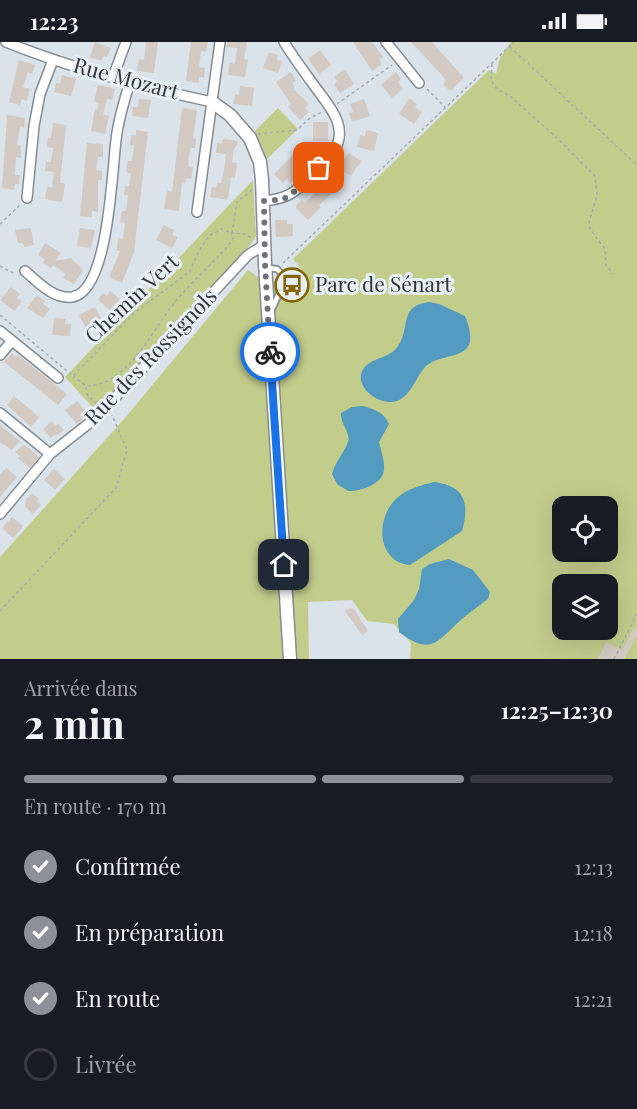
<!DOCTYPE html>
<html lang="fr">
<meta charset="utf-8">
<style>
:root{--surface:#171b24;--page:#20242c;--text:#f1f3f6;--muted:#9ea1a6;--line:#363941;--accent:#8c9099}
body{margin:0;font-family:"Playfair Display",serif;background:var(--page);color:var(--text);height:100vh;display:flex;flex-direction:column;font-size:22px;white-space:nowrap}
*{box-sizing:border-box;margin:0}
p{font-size:20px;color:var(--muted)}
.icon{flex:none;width:33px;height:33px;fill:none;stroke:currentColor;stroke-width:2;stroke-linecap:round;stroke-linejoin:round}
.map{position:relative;height:617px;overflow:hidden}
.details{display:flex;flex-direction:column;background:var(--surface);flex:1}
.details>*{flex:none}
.controls{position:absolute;left:552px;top:454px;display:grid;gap:12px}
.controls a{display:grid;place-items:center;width:66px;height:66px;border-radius:12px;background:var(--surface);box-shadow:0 6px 24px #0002;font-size:30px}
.pin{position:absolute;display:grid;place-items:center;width:51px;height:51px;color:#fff;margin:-26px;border-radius:12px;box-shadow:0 3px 9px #0006}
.courier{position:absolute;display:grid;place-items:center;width:60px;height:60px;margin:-30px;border:4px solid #1a73e8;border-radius:50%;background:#fff;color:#222;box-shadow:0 2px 8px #0007}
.head em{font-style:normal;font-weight:700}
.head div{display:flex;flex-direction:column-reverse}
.head{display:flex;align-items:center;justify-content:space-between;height:102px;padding:0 24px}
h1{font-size:39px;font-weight:700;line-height:45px}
.bar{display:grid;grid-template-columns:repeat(4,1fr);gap:9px 6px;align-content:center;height:72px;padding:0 24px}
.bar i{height:8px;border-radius:4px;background:var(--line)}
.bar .selected{background:var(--accent)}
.bar p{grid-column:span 4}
ol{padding:0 24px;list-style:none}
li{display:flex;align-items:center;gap:18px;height:66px}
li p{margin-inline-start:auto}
li .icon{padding:6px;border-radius:50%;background:var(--accent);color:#fff;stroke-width:4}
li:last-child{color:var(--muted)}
li i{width:33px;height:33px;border:3px solid var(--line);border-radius:50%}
.status{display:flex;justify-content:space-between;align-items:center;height:42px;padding:0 30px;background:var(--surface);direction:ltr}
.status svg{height:16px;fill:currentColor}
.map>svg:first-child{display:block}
.green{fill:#c2cd8c;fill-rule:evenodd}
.water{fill:#539bc0}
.building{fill:#d2cac3}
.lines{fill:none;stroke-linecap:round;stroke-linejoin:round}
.lane-casing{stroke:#858c93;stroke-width:8}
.street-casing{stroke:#858c93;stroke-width:12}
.secondary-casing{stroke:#858c93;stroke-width:15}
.path{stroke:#a4abb1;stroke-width:1.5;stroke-dasharray:3 3;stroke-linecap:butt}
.lane{stroke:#fff;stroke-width:4.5}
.street{stroke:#fff;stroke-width:9}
.secondary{stroke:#fff;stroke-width:12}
.done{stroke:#6d7377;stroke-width:6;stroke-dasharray:0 10.8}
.route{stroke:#1a73e8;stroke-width:8}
.labels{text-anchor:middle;stroke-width:6;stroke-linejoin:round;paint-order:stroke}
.street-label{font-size:21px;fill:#333639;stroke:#e7f0f7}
.poi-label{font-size:21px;fill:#333639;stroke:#e7f0f7;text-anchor:start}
</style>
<div class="status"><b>12:23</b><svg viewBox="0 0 49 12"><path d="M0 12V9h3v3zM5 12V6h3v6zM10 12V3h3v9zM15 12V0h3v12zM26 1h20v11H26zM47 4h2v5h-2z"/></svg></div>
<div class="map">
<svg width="637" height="617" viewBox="0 0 637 617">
<rect width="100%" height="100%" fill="#dae3ea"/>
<path class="green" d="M511,0H637V617H410L411,601L394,582L367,579L352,558L308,560L309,617H0V515L124,377L248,228L271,244L274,238L279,239L281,241L279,249L292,258L305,232L293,217L489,28L496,32L500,16ZM562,465H608V510H562ZM562,543H608V588H562Z
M278,66L298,87L266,118L252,92Z
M253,138L256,194L251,202L97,370L65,335Z"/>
<path class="water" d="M429,260L439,262L465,274C485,322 444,308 426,324C416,334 412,353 397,359C380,365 351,344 364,326C373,315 391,316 398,304C411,285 398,264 429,260Z
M363,364C374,367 385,371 389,382L379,400C383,417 391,434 372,443C364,447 357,449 348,449L337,442L332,432C335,420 344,411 348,400C351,390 340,382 341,371L352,365Z
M434,440C465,444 470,461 462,489L410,523C377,520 375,477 396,457C408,446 419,444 434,440Z
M449,517L473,528L490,550L488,557C480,563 470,570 462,577C437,599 432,615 399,590L398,577L414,558L419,547L422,527L430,522Z"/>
<path class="building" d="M95,0L111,6L107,15L103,14L101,19L90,15Z
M146,0H158L154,31L137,29L139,17L144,18Z
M191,0H208L206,10L201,9L199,25L205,26L204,36L199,35V41L186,39Z
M227,0H247L244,17L248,18L245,35L228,33L230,21L235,22L237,6L226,5Z
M353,0H372L383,15L379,17L382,22L372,29Z
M411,0H432L464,36L450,49L443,42L446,39L441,32Z
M320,8L331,23L319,32L308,17Z
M269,10L278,13L277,18L282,19L278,31L263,26Z
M19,18L35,23L32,32L28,30L23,45L30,47L27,59L22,57L20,63L9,60Z
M344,27L354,42L340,51L334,42L337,39L334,35Z
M291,30L296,39L292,41L295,46L293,47L309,62L305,66L309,70L300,78L288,65L291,62L276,40Z
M396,30L401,37L398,40L403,47L392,56L381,42Z
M62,33L76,37L71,54L54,50L56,41L60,42Z
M98,43L115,47L112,58L107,57L103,73L109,74L105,92L91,89L95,67L97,68L99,61L94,60Z
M240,44L254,46L252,64L233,62L235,52L239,53Z
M409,56L417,62L415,65L422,70L414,82L399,72Z
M139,57L151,58L148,76L132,74L133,65H138Z
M364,57L370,74L352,80L349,71L353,70L350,62Z
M182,66L197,68L193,96L196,97L195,106H190L188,124L193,125L191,137L186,136L185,142L182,141L179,169L164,167L167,149L172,150Z
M7,73L25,76L24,86L20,85L17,103L21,104V116L16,115L15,133H20L19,142H15L14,148L2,146Z
M313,80H328V97L330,99H313Z
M53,81L66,83L60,141L65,142L62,160L45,157L47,145L52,146L54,130L45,129L46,120H51L53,106L47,105L48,96H51Z
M136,88L148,90L134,210L122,241L110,236V233L120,209L117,208L118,196L123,197L125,181L120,180L122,169H126L128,153H124L125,144H129L131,132L128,131L126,128L128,119H132L134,103H130L131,93L136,94Z
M366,88L378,91L374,109L357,105L360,93L365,94Z
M223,97L238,99L237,104L234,107L232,121H237L235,136L231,135L228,158L210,155L212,145L216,146L217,141H221L224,128L226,112L216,111L217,101L222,102Z
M87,101L103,102V115H98L96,128L102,129V138H98V170L92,169V175L80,174Z
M302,104L313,115L295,131L298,134L290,141L287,137L283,141L274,132Z
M349,111L361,119L351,134L335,124L341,116L344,118Z
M329,133L340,144L319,163L321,165L308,178L296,166V163L302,158L305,161L318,148L316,145Z
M275,178H287V182H293V194L276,195Z
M164,183L174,188L172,193L178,195L172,206L156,198Z
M31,186L34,203L24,205L23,201H18L15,188Z
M80,186L95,188L91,206L77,204Z
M45,201L61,211L55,219L71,216L83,228L74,242L63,236L66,232L53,223L51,226L43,221L45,218L38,213Z
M11,245L20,252L17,256L22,259L15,269L0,258Z
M110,249L120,257L110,268L98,258L103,251L107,254Z
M37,253L45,259L43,262L50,267L43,276L27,266Z
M95,265L103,280L87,288L79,273Z
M54,276L66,277L65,282H71L70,294L52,293Z
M12,311L16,315L18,313L67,352L58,363L4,320Z
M14,354L39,375L31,385L7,363Z
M77,359L88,373L77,382L65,368Z
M52,379L56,384L58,382L64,388L56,394L55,392L51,396L43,387Z
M0,383L20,399L12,408L0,400Z
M24,402L39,415L30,426L18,416L20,414L15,410Z
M6,426L17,435L0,455V433Z
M54,427L65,437L55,448L44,438Z
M32,451L39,457L37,459L41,463L33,472L25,464L26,458Z
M12,475L23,484L13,496L2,486Z
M350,566L354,567L368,589L362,593L345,569Z
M634,586L637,587V593L624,617H598L606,600L622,608Z"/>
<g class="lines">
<g class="lane-casing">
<path id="lane" d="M267,226L277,227L283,233L282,245L273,265H270"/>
</g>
<g class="street-casing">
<path id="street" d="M6,0C72,27 143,45 212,60
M386,0L419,41
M113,35L126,0
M27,156L34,84L40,52L53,18
M264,159C291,156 295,150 314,131C320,125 329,119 333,111C351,84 327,62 313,42C303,28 293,15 284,0
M197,170L220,0
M25,229C38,240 53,257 72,255C109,250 112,128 116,98C118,79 124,59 130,40
M0,289L58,336
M0,313L12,299
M0,371L50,412
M0,472L50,412L97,375L248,213L264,203"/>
</g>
<g class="secondary-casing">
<path id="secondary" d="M212,60L230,73L250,96L260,120L262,138L265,222L290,617"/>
</g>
<path class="path" d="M510,5L637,123
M492,22L491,38L496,46L511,55L557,96L595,134L597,153L589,180L590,187L605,207L606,223L613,232
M427,47L445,65
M337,62L392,23
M258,92L297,88L310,76L322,70
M0,182L21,162
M283,221L514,0
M0,224L15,232
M0,273L73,334L133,272L189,230L199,209L209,194L221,187L232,191L237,160L253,147
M73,334L86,344C130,343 151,288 176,259C194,237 215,220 233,198L232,191L245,192L252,196
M86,345L88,354L98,363
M0,569L116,446L127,408L112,373
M614,617L637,572"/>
<use href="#lane" class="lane"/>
<use href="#street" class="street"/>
<use href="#secondary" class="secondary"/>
</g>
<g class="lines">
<path class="done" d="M270,310L265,222L264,159L284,157L295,149L319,126"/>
<path class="route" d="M270,310L284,523"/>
</g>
<defs>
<g id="bus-ring" transform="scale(1.725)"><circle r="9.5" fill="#e7f0f7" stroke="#866500" stroke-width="1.5"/><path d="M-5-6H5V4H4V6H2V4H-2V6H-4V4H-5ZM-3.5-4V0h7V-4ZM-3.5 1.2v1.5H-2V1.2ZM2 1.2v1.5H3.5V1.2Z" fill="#866500"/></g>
</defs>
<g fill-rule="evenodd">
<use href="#bus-ring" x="292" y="243"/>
</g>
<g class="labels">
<g class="street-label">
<text transform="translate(126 37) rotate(15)" y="7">Rue Mozart</text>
<text transform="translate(132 257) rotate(-43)" y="7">Chemin Vert</text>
<text transform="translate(151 315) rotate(-46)" y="7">Rue des Rossignols</text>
</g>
<g class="poi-label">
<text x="315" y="250">Parc de Sénart</text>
</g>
</g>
</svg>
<div class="controls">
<a><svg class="icon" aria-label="locate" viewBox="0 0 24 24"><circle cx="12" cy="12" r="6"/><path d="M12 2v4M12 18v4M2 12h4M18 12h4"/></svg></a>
<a><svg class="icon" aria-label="layers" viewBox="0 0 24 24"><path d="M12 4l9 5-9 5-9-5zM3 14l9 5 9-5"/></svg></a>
</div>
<div class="pin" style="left:319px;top:126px;background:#ea580c"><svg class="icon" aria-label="bag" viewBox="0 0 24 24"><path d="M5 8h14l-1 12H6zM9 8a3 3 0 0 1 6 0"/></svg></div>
<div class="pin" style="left:284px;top:523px;background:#1f2937"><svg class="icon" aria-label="home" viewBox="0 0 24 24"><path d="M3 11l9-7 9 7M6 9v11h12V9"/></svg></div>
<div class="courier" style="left:270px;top:310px"><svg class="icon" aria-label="bike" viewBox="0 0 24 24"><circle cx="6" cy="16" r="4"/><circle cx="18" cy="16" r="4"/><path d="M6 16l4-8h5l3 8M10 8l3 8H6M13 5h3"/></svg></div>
</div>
<section class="details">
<div class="head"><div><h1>2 min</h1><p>Arrivée dans</p></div><em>12:25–12:30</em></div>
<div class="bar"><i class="selected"></i><i class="selected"></i><i class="selected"></i><i></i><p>En route · 170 m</p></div>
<ol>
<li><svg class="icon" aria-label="check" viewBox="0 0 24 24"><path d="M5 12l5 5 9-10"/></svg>Confirmée<p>12:13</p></li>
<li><svg class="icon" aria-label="check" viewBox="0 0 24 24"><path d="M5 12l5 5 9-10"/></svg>En préparation<p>12:18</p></li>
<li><svg class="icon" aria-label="check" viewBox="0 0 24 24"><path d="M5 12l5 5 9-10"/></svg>En route<p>12:21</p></li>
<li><i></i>Livrée</li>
</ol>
</section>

**To do**
Using the material above, return each line in which the word "controls" occurs.

**Response to the task**
.controls{position:absolute;left:552px;top:454px;display:grid;gap:12px}
.controls a{display:grid;place-items:center;width:66px;height:66px;border-radius:12px;background:var(--surface);box-shadow:0 6px 24px #0002;font-size:30px}
<div class="controls">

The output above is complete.